How to Extract The upload dates, Titles, URLs and Durations from Youtube videos in a Playlist with youtube-dl?
Asked Answered
T

1

6

I'm trying to extract the Upload Dates, Titles, URLs and Durations from all the Youtube videos of a specific Playlist with youtube-dl, I don't need the videos - just the above pieces of data.

So far I've tested the following two approaches suggested here by Alen Paul Varghese :

Youtube-dl's GitHub Doc Used as reference

The Playlist URL used for testing

APPROACH #1

youtube-dl --skip-download --print-json https://www.youtube.com/playlist?list=PLRqwX-V7Uu6by61pbhdvyEpIeymlmnXzD > example.json

and

APPROACH #2

youtube-dl --get-upload_date https://www.youtube.com/playlist?list=PLRqwX-V7Uu6by61pbhdvyEpIeymlmnXzD > example.txt

APPROACH #1 outputs a whole json dump — about 3000 lines per video - very inconvenient to handle for large number Youtube videos Playlists - but it contains the 4 needed data.
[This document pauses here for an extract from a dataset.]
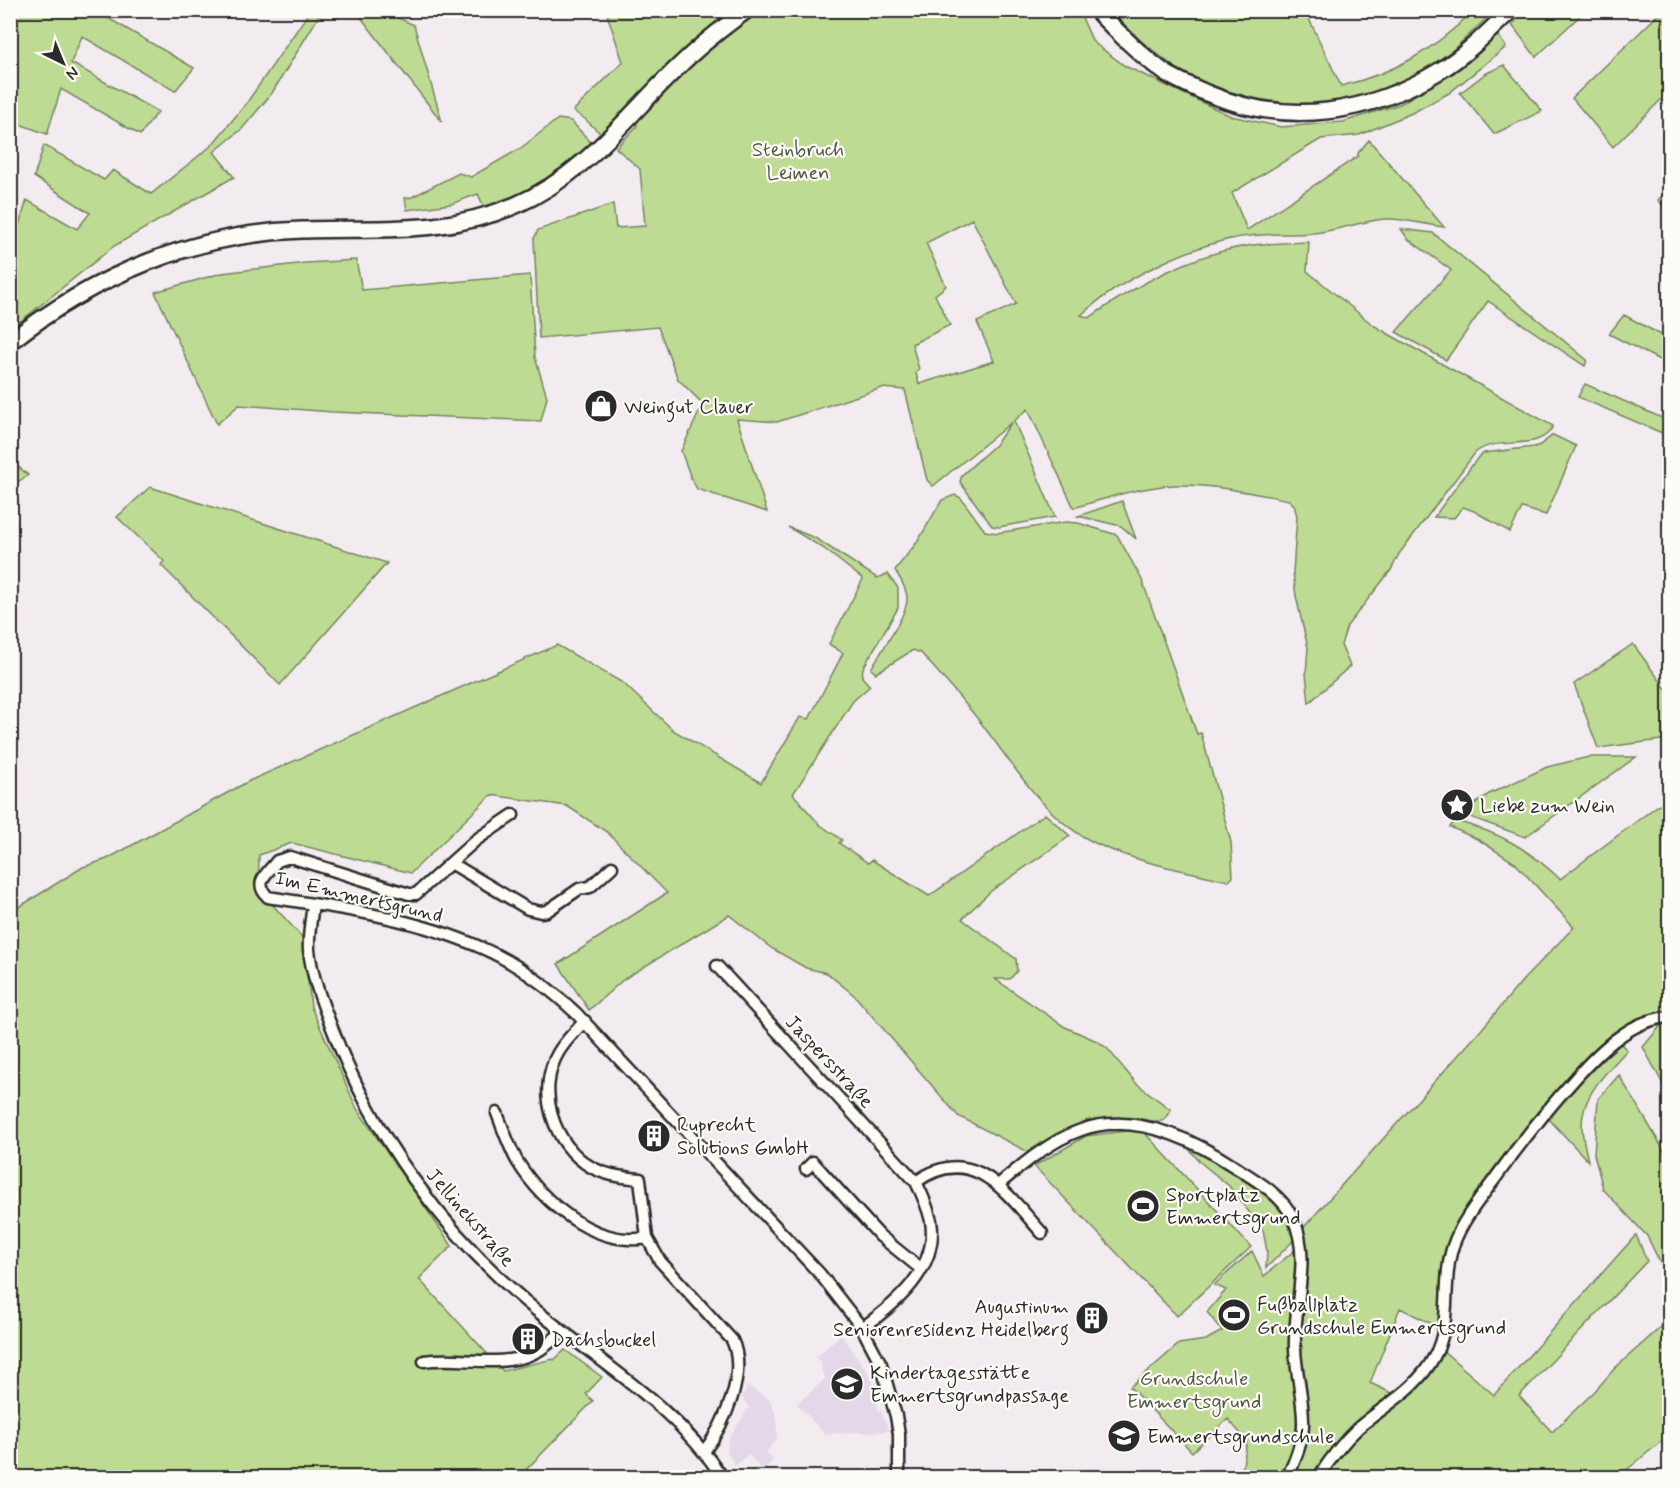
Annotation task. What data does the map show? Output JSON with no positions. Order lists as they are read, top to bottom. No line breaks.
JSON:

APPROACH #2 returns the following error:

youtube-dl: error: no such option: --get-upload_date

I wanted to favor APPROACH #2 to limit the output data to just the ones needed (upload dates, Titles, URLs and Durations), following Alen Paul Varghese's 2nd suggestion and after checking the upload_date is a valid youtube-dl option here Youtube-dl's GitHub Doc Used as reference.

Why doesn't the upload_data option get validated?

What alternative in order to limit the data?

I would appreciate very much your helpful advice.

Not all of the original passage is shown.